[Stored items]
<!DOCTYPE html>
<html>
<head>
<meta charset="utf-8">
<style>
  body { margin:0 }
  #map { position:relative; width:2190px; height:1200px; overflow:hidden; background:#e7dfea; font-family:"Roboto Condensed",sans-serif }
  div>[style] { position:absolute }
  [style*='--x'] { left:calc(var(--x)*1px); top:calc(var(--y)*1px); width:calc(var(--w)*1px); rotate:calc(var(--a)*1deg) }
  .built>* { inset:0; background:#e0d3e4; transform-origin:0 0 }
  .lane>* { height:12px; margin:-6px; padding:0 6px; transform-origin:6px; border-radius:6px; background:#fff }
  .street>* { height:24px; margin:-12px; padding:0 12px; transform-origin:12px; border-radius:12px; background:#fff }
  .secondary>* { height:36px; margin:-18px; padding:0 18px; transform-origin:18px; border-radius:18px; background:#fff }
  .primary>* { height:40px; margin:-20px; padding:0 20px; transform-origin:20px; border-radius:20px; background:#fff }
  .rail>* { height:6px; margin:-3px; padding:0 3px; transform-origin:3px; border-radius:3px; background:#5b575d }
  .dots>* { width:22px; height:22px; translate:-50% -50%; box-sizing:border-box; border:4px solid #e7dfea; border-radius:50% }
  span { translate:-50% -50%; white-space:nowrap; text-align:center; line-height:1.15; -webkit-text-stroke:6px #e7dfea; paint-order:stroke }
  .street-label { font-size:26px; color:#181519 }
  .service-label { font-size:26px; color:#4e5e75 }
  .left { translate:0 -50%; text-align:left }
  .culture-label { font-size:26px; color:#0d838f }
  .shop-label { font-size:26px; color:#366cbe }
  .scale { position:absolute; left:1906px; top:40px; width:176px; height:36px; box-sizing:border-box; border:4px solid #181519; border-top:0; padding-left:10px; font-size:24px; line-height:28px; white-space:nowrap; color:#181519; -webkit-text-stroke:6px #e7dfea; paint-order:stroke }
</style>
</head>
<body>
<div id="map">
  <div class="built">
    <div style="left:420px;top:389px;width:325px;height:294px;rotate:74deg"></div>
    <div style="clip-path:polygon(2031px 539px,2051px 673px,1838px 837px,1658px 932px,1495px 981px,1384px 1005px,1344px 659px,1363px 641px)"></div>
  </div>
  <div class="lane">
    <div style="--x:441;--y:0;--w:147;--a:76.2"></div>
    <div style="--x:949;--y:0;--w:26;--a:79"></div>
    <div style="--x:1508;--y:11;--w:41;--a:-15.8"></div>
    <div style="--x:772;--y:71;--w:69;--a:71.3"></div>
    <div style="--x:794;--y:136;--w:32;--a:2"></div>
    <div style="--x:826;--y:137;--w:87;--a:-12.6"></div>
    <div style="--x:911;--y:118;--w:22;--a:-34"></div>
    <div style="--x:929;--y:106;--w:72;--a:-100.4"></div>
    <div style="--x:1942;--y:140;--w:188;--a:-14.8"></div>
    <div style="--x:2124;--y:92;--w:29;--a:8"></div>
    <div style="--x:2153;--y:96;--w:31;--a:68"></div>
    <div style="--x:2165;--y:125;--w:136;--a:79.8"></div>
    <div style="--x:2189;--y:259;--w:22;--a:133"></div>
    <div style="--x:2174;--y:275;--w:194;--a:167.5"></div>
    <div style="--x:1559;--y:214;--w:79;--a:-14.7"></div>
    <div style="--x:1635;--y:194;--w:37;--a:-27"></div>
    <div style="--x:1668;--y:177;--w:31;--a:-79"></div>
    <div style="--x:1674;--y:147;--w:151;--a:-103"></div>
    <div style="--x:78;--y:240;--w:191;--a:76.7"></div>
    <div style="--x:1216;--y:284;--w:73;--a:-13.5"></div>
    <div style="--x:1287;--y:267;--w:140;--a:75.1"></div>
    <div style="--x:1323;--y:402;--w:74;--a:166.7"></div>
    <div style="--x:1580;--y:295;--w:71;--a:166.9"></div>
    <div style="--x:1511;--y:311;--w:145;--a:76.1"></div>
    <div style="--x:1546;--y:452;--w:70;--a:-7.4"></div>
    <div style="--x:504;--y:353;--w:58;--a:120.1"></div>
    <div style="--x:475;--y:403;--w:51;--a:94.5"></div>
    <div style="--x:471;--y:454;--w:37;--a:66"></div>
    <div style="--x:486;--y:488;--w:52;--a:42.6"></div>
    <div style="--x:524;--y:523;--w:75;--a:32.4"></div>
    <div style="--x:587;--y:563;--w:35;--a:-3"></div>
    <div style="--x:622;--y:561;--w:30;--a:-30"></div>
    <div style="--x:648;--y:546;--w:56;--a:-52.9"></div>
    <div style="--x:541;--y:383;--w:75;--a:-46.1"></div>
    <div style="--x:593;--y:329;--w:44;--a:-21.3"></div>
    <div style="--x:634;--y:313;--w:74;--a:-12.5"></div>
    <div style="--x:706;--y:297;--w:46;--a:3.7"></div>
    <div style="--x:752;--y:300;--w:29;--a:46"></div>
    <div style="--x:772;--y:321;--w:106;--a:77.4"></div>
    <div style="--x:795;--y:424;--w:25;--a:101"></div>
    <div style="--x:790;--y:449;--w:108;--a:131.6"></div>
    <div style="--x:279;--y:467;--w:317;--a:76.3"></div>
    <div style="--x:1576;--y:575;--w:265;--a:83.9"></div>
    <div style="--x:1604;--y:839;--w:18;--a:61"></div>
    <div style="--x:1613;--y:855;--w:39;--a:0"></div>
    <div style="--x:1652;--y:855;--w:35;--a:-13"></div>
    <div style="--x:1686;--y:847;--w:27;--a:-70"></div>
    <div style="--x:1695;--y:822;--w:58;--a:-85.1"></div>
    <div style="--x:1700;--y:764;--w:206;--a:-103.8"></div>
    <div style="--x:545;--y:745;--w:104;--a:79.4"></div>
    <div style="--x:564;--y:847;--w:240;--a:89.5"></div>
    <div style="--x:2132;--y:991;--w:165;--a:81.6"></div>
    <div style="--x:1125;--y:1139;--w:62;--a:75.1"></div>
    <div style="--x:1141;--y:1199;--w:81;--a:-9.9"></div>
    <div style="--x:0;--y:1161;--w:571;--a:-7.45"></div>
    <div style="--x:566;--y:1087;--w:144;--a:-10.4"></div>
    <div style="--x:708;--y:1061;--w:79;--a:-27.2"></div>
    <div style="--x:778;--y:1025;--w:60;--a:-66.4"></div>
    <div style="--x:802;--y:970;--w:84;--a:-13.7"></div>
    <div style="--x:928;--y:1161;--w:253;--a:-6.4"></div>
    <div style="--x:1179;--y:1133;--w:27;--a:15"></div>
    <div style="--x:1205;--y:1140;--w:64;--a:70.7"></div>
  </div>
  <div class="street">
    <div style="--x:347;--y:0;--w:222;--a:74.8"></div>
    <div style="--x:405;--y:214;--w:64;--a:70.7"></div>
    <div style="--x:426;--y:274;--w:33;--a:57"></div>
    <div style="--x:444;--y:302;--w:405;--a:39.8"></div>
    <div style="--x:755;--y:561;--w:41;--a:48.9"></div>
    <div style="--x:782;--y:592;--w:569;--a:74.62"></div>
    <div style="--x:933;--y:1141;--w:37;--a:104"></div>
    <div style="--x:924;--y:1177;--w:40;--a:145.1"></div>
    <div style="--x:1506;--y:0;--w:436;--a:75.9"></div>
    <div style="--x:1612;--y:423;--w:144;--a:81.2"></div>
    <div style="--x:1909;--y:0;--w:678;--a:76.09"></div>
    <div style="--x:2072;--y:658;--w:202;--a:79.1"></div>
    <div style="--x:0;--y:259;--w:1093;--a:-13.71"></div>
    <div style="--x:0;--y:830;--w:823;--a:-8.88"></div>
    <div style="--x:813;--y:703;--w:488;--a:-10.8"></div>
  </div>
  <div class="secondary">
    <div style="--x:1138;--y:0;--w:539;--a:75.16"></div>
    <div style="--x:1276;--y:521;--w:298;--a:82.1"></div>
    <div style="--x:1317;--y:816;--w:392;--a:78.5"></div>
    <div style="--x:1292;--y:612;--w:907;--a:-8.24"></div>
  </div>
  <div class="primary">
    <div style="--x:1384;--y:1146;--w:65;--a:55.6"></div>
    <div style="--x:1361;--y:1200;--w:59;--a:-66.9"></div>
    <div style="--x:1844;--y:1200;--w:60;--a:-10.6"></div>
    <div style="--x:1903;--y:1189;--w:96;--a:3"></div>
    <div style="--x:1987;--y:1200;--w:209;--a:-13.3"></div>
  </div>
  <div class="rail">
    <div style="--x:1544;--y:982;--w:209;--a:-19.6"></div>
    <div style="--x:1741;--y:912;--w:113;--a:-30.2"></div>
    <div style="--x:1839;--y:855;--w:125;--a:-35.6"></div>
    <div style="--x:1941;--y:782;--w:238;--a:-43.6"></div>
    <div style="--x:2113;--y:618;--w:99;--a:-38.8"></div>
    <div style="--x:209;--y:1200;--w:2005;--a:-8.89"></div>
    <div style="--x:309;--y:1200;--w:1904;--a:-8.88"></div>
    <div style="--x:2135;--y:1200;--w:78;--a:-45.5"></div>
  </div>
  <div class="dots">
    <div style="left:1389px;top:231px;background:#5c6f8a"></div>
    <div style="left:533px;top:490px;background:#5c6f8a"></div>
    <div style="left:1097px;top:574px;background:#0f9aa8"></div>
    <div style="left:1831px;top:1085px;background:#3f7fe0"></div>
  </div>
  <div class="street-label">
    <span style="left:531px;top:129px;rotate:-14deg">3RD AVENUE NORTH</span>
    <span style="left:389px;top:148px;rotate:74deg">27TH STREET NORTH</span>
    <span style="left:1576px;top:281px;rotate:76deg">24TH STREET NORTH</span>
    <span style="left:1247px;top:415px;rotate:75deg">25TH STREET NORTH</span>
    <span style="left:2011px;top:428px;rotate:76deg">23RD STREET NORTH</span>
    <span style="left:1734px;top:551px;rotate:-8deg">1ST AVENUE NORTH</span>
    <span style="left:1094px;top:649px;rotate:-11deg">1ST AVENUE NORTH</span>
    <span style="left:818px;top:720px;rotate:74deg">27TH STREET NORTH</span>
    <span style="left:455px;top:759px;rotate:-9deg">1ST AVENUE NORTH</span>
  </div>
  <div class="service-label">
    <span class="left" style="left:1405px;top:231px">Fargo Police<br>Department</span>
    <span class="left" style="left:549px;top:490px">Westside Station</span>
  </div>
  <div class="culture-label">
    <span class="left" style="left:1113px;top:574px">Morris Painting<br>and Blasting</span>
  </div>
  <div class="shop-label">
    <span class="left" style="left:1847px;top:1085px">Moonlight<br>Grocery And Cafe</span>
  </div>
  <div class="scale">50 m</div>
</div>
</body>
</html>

* Task directions *
Using the data above, restate word for word the lines from its opening line through the line that contains "inset:0; background:#e0d3e4; transform-origin:0", and no more.

* Solution for this task *
<!DOCTYPE html>
<html>
<head>
<meta charset="utf-8">
<style>
  body { margin:0 }
  #map { position:relative; width:2190px; height:1200px; overflow:hidden; background:#e7dfea; font-family:"Roboto Condensed",sans-serif }
  div>[style] { position:absolute }
  [style*='--x'] { left:calc(var(--x)*1px); top:calc(var(--y)*1px); width:calc(var(--w)*1px); rotate:calc(var(--a)*1deg) }
  .built>* { inset:0; background:#e0d3e4; transform-origin:0 0 }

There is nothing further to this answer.